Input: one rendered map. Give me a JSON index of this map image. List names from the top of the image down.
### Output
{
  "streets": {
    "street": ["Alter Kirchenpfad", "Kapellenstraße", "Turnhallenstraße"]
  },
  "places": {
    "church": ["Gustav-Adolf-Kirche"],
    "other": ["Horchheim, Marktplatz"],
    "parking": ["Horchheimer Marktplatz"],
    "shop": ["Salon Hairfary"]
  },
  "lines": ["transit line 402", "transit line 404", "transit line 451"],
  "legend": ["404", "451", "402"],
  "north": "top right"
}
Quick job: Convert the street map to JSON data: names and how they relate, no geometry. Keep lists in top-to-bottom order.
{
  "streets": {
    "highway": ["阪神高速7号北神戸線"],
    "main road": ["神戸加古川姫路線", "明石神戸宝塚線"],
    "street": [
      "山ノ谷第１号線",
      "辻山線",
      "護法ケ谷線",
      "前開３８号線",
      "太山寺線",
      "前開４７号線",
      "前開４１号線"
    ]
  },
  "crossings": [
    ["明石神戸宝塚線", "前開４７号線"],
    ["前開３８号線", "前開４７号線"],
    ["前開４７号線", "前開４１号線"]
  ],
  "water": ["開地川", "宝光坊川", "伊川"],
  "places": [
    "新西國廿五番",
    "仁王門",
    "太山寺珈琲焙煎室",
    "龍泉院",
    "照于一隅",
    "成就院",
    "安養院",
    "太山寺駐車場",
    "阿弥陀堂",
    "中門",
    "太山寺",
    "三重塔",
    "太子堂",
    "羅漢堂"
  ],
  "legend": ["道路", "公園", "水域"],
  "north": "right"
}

- Task brief
Print the data above again, with nothing altered and nothing left out.

- Output of the exercise
Input: one rendered map. Give me a JSON index of this map image. List names from the top of the image down.
### Output
{
  "streets": {
    "street": ["Alter Kirchenpfad", "Kapellenstraße", "Turnhallenstraße"]
  },
  "places": {
    "church": ["Gustav-Adolf-Kirche"],
    "other": ["Horchheim, Marktplatz"],
    "parking": ["Horchheimer Marktplatz"],
    "shop": ["Salon Hairfary"]
  },
  "lines": ["transit line 402", "transit line 404", "transit line 451"],
  "legend": ["404", "451", "402"],
  "north": "top right"
}
Quick job: Convert the street map to JSON data: names and how they relate, no geometry. Keep lists in top-to-bottom order.
{
  "streets": {
    "highway": ["阪神高速7号北神戸線"],
    "main road": ["神戸加古川姫路線", "明石神戸宝塚線"],
    "street": [
      "山ノ谷第１号線",
      "辻山線",
      "護法ケ谷線",
      "前開３８号線",
      "太山寺線",
      "前開４７号線",
      "前開４１号線"
    ]
  },
  "crossings": [
    ["明石神戸宝塚線", "前開４７号線"],
    ["前開３８号線", "前開４７号線"],
    ["前開４７号線", "前開４１号線"]
  ],
  "water": ["開地川", "宝光坊川", "伊川"],
  "places": [
    "新西國廿五番",
    "仁王門",
    "太山寺珈琲焙煎室",
    "龍泉院",
    "照于一隅",
    "成就院",
    "安養院",
    "太山寺駐車場",
    "阿弥陀堂",
    "中門",
    "太山寺",
    "三重塔",
    "太子堂",
    "羅漢堂"
  ],
  "legend": ["道路", "公園", "水域"],
  "north": "right"
}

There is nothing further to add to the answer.